Marriage is tough, but as long as you both are mature and work toghether, and don't let an argument go any longer then a few minutes past the silence part, everything works out great.
NO MARRIAGE IS PERFECT, but thats why you stay married for so many years, everyday is a lesson to learn and a lesson to give, you both get closer to eachother and understand more and more about eachother. compromise, compromise, compromise, don't act like imature kids (for us guy's)
She's a good wife, a great friend, and is going to be a great mother to our children.
A blessing indeed.
BMJinGA
04-13-2008, 05:50 PM
I've been married to my wife for 28 years and 8 months. One thing that helps in a marriage is talking. When you have a disagreement, calmly talk it over. :kiss: When you have two people yelling and no one listening, nothing gets acomplished. :banghead:
ToUtahNow
04-13-2008, 06:36 PM
54 years, 4 months, and 17 hours. :D Marriage is like a job--you have to work at it to keep it. You have to learn that like you job, not every part of it is super fun and like the saying goes "It's a dirty job, but somebody has to do it." Also, if your smart, you will remember the super fun part and forget the other. :lovies:
This should be nominated as post of the year.
Congratulations-Mark
Tyman
04-13-2008, 07:06 PM
16 years for us. She is a fantastic women and she looks better today than when I met her. We count on each other greatly due to raising our twin boys that have cerebral palsy.
DUNBAR
04-13-2008, 08:10 PM
I'm still taking samples
I luvvem all! 3088
I usually put in my profiles that I'll be happily married by 2035.:grin:
tinmack
04-13-2008, 08:17 PM
Don't you mean "Still GIVING samples????"
DUNBAR
04-13-2008, 08:35 PM
Don't you mean "Still GIVING samples????"
Yes!
That too!!
I'm like that free perfume at that mall, everyone wants to try it but nobody wants to buy!

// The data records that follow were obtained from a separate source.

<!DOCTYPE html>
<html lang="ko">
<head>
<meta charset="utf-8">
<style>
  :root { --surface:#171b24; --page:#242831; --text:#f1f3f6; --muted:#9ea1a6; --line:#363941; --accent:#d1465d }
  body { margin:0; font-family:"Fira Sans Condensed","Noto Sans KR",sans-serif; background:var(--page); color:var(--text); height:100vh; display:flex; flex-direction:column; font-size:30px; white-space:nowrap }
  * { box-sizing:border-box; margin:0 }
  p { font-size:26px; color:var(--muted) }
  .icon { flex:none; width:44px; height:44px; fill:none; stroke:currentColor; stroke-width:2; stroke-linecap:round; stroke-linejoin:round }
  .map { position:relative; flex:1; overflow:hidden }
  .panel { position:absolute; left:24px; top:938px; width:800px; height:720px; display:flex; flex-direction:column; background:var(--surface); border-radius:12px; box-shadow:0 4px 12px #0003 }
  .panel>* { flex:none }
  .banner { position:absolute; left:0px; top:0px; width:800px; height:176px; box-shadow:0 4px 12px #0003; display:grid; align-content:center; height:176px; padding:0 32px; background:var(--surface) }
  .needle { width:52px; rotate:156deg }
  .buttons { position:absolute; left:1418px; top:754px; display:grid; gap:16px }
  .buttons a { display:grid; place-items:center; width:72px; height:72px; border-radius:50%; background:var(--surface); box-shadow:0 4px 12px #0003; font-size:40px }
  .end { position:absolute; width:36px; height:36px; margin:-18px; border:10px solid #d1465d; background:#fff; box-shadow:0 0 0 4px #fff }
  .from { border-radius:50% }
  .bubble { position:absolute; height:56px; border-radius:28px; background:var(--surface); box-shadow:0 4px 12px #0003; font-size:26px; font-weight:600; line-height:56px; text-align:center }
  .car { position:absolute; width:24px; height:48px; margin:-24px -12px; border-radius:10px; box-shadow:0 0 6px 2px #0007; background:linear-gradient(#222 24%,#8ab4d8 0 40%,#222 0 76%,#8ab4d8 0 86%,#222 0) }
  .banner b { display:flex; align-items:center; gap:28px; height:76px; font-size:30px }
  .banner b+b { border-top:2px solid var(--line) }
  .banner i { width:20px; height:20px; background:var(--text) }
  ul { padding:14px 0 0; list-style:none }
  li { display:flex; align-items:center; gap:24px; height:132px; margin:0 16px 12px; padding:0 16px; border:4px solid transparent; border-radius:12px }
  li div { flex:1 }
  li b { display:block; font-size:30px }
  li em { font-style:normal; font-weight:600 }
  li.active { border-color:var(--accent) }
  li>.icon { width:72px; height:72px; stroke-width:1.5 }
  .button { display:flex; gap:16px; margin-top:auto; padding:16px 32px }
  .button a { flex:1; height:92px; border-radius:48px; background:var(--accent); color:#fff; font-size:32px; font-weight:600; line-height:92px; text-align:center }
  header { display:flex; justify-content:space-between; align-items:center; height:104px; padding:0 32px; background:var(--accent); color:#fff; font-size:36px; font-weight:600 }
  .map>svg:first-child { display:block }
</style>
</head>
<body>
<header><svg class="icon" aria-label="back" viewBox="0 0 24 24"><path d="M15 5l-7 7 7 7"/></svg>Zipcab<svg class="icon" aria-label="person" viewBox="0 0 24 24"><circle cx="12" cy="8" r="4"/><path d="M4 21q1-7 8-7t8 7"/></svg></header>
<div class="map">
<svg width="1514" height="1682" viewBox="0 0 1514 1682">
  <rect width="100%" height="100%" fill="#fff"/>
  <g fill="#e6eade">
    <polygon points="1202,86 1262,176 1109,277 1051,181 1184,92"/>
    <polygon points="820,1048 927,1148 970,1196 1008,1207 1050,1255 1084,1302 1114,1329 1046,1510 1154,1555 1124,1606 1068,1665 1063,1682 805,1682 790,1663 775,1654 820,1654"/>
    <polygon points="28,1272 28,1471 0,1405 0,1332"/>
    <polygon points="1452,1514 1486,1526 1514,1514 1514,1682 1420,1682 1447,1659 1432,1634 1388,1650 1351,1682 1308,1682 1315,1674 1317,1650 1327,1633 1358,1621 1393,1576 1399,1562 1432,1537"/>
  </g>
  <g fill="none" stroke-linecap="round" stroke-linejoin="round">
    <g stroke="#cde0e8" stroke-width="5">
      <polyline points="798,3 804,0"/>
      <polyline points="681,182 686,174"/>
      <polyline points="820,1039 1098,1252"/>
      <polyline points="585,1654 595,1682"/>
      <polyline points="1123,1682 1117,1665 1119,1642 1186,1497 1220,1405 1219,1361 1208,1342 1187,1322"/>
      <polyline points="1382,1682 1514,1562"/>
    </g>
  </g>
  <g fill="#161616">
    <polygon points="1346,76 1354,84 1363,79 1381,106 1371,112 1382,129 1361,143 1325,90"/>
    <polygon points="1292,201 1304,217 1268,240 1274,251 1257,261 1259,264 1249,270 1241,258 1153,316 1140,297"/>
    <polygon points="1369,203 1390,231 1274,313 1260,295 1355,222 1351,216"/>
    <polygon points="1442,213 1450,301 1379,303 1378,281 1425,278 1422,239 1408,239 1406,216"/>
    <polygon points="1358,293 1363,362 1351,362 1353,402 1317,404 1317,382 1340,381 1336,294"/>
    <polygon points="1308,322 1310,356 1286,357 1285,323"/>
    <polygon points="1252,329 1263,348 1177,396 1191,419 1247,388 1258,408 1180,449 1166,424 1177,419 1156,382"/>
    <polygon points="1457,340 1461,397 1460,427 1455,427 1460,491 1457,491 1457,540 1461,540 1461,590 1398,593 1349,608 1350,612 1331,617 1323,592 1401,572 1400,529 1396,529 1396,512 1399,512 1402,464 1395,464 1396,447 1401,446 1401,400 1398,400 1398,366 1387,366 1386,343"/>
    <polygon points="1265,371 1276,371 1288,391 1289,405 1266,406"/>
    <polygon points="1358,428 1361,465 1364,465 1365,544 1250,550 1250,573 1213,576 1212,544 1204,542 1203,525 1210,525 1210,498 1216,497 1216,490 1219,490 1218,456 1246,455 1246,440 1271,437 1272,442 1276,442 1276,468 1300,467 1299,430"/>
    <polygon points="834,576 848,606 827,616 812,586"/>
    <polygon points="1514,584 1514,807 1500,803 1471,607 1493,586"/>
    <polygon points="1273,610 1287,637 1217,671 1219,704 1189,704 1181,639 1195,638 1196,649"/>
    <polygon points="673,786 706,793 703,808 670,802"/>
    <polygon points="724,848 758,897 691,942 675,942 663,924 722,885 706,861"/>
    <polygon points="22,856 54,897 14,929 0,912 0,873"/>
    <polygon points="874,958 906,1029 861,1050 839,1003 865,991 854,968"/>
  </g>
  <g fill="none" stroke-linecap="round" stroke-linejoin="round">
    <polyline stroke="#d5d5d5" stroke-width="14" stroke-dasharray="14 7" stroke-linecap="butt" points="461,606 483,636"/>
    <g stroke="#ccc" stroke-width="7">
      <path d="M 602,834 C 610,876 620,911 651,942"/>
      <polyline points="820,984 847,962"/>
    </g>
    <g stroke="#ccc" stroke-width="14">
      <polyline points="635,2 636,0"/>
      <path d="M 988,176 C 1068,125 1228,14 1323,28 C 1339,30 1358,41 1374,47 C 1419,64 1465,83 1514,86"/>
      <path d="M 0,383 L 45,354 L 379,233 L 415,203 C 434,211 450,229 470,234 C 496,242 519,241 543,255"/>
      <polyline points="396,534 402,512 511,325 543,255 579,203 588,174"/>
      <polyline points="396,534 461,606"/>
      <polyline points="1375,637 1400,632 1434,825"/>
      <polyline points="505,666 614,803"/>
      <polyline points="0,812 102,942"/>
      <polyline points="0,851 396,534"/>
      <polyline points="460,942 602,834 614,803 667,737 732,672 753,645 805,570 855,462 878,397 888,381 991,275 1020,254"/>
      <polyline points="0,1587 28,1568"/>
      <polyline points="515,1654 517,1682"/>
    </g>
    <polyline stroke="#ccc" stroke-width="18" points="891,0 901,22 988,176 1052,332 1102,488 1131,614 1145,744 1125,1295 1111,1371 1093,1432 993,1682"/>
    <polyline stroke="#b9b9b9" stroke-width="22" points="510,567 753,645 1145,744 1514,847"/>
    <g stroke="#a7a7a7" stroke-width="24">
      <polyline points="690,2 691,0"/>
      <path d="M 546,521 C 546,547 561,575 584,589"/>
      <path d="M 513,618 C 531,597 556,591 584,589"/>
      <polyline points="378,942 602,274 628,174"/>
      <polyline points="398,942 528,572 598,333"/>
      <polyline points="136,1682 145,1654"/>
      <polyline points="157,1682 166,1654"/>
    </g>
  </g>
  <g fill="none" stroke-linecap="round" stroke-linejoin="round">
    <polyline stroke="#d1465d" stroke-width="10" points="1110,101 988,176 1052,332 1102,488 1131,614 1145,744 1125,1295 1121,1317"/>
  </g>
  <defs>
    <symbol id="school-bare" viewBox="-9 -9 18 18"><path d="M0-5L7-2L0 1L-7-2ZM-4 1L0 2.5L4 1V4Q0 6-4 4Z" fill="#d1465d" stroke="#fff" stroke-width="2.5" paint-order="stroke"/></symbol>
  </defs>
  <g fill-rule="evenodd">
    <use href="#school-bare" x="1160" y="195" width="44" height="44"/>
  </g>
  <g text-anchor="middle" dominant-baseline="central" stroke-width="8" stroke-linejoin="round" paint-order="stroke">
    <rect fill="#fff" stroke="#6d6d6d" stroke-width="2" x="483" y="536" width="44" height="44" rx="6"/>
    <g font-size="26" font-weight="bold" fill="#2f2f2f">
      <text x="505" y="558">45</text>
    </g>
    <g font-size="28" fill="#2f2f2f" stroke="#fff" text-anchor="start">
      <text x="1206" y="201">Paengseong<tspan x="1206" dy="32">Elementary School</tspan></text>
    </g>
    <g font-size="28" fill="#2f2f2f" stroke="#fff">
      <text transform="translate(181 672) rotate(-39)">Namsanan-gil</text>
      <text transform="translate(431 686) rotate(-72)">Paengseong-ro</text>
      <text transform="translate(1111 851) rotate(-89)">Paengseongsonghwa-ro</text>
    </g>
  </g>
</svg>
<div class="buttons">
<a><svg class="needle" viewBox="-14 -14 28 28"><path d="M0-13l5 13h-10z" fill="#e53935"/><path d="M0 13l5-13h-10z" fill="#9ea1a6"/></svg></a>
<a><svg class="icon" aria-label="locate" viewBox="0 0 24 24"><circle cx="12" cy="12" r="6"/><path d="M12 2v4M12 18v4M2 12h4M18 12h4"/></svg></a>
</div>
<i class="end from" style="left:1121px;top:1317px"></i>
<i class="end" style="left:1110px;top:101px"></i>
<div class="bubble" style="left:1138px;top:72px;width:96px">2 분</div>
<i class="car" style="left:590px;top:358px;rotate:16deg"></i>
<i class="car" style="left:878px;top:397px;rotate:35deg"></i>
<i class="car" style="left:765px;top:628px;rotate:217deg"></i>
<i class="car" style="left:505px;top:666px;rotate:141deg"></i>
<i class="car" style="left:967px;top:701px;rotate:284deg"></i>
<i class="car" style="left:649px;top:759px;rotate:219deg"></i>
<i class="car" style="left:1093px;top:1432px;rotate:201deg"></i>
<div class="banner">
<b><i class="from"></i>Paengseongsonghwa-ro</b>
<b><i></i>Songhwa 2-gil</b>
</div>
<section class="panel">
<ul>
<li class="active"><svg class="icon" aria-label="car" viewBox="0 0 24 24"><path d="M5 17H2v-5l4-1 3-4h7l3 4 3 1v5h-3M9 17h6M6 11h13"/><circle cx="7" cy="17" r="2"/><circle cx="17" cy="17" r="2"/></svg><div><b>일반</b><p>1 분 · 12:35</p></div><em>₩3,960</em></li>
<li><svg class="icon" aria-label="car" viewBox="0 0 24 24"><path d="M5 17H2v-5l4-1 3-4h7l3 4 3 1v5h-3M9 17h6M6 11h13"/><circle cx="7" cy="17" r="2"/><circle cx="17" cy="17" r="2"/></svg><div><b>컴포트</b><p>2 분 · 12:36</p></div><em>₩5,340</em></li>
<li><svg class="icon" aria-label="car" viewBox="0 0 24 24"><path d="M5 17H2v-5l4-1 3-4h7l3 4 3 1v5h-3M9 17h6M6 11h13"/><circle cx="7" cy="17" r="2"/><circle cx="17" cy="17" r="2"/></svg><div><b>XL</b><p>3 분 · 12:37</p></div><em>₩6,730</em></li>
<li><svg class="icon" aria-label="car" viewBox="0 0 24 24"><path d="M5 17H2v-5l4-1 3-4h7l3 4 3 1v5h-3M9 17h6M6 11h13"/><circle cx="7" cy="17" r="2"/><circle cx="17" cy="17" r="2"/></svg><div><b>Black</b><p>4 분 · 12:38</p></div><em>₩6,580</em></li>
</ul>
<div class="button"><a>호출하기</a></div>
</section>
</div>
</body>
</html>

I broke the mold on the biggest loser
:loser:
westcoastplumber
04-13-2008, 09:26 PM
Yes!
That too!!
I'm like that free perfume at that mall, everyone wants to try it but nobody wants to buy it.
I broke the mold on the biggest loser
:loser:
I like that, everyone wants a try but no one wants to buy:killingme:
DuckButter
04-13-2008, 11:20 PM
Just married Aug 19th...which reminds me...time to take the "just married" sign & tin cans off the bumper.